Também eu vejo pessoas mortas
Até recentemente a presença do sobrenatural na minha vida tinha sido bastante limitada. Que me lembre, tinha-se resumido a dois episódios marcantes. O primeiro aconteceu algures na minha adolescência quando num disco dos Red Hot Chili Peppers, as vozes foram repentinamente substituídas por uma algaraviada repetitiva, reaparecendo passados uns meses e mantendo-se imperturbáveis até hoje. Assumo, com alguma relutância apesar de tudo, que possa ter sido vítima que um delírio juvenil, até porque, por essa altura, também defendi vigorosamente (entre outras intervenções celestiais) a ideia de que tinha ido a Hamburgo, quando apenas tinha sonhado com a viagem.

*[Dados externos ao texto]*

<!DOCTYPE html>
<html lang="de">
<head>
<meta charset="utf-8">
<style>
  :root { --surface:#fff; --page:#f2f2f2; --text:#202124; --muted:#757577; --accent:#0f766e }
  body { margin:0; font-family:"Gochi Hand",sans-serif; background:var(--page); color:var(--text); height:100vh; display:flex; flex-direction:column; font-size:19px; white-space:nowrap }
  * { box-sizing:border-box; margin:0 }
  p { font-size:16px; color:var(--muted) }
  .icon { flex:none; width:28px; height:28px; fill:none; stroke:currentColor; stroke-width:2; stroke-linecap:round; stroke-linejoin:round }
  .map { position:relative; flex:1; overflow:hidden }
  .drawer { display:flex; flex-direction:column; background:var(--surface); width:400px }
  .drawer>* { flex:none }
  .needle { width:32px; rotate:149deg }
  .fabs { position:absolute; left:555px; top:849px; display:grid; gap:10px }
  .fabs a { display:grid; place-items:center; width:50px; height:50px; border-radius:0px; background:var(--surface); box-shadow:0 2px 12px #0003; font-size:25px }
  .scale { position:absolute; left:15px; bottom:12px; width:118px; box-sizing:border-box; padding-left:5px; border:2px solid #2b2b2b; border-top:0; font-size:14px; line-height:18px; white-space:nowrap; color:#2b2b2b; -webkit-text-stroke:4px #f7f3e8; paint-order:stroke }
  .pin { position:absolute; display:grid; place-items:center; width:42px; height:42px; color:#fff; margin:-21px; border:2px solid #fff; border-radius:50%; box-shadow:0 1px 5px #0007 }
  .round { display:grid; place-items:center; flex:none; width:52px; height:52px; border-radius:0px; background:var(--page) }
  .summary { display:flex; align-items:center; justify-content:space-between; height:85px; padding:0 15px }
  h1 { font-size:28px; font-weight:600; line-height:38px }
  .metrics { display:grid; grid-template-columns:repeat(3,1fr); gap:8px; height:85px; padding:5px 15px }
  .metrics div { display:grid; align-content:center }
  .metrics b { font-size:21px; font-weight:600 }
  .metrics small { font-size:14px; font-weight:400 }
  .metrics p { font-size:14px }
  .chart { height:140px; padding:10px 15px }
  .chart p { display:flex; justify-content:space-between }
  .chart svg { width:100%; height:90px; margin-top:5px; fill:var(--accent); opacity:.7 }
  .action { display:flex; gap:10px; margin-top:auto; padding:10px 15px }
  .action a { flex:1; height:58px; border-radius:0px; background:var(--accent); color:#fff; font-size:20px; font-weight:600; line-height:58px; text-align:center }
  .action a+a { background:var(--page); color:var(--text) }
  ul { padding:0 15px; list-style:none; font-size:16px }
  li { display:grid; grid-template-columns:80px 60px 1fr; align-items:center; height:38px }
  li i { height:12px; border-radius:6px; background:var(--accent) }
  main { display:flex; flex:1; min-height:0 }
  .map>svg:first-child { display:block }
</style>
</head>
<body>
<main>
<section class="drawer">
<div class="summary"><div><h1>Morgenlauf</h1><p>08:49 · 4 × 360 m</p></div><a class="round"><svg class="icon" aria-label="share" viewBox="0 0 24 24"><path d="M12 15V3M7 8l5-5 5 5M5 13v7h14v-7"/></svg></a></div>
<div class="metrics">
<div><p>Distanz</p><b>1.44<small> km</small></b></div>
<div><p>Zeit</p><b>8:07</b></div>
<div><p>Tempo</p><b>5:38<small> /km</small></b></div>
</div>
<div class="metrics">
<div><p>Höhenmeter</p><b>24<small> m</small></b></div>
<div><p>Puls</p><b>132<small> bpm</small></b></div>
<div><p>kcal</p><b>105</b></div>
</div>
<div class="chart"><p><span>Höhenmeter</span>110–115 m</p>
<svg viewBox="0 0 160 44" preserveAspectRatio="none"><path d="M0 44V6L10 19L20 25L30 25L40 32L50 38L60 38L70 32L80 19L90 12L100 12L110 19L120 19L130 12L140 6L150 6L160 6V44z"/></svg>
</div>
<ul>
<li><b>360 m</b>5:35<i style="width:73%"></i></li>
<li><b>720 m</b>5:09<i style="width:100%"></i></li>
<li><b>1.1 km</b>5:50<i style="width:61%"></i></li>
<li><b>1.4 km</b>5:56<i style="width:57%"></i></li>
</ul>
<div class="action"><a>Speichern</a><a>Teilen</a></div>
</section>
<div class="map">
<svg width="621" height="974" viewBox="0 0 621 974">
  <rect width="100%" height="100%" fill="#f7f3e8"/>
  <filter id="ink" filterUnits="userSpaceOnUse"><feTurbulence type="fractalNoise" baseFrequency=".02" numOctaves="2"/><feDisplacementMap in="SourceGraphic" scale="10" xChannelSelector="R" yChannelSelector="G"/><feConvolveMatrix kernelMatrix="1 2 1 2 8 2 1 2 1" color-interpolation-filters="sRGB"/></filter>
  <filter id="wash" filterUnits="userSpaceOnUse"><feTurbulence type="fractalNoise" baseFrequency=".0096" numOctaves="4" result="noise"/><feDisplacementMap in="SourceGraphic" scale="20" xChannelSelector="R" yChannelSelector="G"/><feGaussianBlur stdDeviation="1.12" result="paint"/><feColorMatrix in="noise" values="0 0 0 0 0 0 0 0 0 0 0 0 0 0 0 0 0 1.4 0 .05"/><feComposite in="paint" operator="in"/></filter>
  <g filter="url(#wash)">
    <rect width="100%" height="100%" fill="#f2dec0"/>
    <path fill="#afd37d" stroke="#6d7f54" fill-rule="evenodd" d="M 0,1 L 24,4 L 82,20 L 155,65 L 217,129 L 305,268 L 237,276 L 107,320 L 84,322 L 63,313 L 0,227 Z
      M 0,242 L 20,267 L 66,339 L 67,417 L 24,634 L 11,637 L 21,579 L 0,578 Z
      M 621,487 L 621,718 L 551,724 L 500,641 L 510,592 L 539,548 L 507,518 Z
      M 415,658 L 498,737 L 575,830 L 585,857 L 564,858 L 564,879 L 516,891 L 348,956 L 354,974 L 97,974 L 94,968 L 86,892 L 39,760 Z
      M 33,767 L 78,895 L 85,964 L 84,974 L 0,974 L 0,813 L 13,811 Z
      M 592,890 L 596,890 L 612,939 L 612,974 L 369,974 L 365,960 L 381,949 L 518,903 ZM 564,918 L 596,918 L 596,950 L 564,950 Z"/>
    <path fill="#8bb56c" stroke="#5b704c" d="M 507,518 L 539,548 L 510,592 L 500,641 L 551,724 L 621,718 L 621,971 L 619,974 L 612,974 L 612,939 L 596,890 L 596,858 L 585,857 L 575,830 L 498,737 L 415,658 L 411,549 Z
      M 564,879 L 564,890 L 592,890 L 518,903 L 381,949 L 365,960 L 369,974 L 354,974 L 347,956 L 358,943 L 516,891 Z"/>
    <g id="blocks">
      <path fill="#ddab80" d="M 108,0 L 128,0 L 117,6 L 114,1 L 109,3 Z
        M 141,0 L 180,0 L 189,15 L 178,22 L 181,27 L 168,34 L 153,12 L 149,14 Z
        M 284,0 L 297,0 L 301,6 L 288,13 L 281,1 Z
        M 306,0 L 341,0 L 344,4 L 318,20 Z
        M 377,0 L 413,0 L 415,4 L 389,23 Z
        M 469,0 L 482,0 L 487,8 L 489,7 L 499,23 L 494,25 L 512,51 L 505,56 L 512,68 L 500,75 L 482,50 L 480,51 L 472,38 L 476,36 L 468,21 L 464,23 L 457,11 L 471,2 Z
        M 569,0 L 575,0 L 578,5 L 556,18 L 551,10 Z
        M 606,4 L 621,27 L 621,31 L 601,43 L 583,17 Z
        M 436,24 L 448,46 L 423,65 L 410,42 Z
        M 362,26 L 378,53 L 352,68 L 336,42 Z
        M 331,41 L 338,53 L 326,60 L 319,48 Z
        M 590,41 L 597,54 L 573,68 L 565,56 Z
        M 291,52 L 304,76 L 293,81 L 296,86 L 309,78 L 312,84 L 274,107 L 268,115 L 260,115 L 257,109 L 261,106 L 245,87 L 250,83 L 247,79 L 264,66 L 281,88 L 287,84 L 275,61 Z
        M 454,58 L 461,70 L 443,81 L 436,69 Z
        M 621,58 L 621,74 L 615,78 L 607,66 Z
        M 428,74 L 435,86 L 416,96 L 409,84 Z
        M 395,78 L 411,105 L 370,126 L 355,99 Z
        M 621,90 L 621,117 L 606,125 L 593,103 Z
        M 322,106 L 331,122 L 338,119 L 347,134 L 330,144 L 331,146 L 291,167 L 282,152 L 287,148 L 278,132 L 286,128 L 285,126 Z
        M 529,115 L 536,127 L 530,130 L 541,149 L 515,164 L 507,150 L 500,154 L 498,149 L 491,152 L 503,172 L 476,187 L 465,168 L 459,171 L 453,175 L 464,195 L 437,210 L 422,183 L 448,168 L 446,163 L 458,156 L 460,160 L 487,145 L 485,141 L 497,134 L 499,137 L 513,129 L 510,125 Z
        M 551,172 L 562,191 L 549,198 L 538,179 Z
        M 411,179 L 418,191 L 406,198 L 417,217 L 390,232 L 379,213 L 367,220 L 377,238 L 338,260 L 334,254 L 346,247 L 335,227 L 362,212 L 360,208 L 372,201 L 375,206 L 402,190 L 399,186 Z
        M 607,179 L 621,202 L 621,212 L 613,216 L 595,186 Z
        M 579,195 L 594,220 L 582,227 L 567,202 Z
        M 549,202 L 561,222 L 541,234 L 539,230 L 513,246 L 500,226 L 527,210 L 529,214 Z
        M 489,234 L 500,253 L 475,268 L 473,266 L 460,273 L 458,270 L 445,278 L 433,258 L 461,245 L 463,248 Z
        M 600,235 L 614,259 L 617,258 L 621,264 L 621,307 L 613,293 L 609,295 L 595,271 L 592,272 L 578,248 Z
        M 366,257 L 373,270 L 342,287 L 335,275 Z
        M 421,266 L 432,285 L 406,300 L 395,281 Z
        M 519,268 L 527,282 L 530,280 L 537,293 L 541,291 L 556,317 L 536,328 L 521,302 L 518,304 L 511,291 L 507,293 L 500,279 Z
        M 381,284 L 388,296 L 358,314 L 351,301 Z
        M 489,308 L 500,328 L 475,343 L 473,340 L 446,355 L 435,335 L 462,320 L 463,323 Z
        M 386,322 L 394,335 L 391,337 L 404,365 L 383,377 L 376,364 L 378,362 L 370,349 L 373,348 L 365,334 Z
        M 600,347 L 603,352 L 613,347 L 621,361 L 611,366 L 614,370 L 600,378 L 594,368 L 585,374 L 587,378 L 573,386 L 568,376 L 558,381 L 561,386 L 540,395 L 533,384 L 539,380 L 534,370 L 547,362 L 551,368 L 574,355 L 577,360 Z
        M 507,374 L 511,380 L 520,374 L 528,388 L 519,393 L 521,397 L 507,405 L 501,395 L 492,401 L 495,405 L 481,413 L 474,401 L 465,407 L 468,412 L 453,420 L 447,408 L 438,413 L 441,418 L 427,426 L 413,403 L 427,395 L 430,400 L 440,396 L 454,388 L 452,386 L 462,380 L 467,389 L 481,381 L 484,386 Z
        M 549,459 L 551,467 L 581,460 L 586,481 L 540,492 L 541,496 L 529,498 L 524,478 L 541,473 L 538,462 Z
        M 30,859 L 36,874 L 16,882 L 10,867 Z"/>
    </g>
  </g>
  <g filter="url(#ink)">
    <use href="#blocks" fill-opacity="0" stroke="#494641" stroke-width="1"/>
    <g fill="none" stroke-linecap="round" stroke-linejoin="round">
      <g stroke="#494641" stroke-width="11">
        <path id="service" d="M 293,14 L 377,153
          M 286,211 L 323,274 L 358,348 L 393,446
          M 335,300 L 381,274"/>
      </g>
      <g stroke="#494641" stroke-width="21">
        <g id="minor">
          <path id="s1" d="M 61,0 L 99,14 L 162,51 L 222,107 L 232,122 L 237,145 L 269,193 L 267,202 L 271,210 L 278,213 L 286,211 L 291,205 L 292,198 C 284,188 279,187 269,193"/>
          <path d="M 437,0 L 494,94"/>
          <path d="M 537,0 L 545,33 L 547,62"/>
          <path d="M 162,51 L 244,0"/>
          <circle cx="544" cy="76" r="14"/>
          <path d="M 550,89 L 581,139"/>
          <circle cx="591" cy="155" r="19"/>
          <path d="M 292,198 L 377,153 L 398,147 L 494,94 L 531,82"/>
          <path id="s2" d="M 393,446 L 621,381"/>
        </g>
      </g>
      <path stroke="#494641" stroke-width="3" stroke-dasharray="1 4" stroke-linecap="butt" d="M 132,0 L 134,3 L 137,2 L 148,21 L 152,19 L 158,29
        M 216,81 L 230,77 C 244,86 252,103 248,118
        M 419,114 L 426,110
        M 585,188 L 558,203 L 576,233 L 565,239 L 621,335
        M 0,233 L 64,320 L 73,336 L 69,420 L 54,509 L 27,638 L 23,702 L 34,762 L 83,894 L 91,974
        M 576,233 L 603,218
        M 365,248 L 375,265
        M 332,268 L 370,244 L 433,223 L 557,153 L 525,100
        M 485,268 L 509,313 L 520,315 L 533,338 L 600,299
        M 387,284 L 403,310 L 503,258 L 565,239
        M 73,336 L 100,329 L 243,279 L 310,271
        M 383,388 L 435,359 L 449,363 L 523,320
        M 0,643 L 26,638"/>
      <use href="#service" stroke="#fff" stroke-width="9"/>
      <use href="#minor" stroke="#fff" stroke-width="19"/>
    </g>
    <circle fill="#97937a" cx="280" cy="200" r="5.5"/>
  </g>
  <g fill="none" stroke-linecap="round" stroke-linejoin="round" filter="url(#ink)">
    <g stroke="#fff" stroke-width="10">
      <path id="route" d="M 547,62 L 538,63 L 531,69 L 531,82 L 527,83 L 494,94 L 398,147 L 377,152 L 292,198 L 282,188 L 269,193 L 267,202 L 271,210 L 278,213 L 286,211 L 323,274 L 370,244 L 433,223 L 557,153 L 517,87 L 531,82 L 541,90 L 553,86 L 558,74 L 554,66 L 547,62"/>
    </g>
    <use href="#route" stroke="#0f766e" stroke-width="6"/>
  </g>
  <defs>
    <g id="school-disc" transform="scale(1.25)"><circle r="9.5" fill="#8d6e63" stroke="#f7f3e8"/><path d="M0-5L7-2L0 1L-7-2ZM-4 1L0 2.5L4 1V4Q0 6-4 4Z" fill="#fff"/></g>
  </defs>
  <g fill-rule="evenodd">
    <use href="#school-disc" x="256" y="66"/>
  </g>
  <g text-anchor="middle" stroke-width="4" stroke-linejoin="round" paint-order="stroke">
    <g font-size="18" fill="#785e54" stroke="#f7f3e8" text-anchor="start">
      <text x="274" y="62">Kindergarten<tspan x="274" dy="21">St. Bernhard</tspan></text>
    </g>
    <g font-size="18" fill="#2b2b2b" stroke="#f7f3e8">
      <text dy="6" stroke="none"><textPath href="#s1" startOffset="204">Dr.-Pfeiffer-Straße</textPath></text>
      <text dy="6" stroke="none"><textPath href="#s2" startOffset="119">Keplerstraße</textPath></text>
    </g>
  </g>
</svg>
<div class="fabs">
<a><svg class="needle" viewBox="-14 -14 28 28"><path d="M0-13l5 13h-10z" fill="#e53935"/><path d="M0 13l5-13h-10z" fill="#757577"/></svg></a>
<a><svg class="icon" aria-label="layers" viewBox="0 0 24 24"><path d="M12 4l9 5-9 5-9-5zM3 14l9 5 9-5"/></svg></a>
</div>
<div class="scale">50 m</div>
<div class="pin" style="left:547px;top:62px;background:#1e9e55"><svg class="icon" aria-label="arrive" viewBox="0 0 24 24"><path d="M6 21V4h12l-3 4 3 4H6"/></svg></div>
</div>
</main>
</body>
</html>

O segundo episódio foi a descoberta na minha gaveta de um Swatch que, por ser um dos meus preferidos, foi solenemente lançado às águas do Guadalquivir, depois de ser ter avariado de forma concludente enquanto atravessávamos de barco o Parque Nacional de Donaña, a caminho da Expo 92. A cerimónia foi testemunhada e profundamente sentida por um amigo meu, coleccionador empenhado de relógios da marca, que me acompanhou igualmente na fase de negação que se seguiu ao regresso daquele espécimen particular, que julgávamos irremediavelmente desaparecido no lodo.
No entanto, nos últimos tempos, o sobrenatural ressurgiu: vejo a minha avó nos maneirismos das suas contemporâneas que continuam por cá, a passear na Baixa, como sempre fizeram. Mais maduro (diz que), substituí a incredulidade por uma psicanálise de trazer por casa, o milagre pela saudade.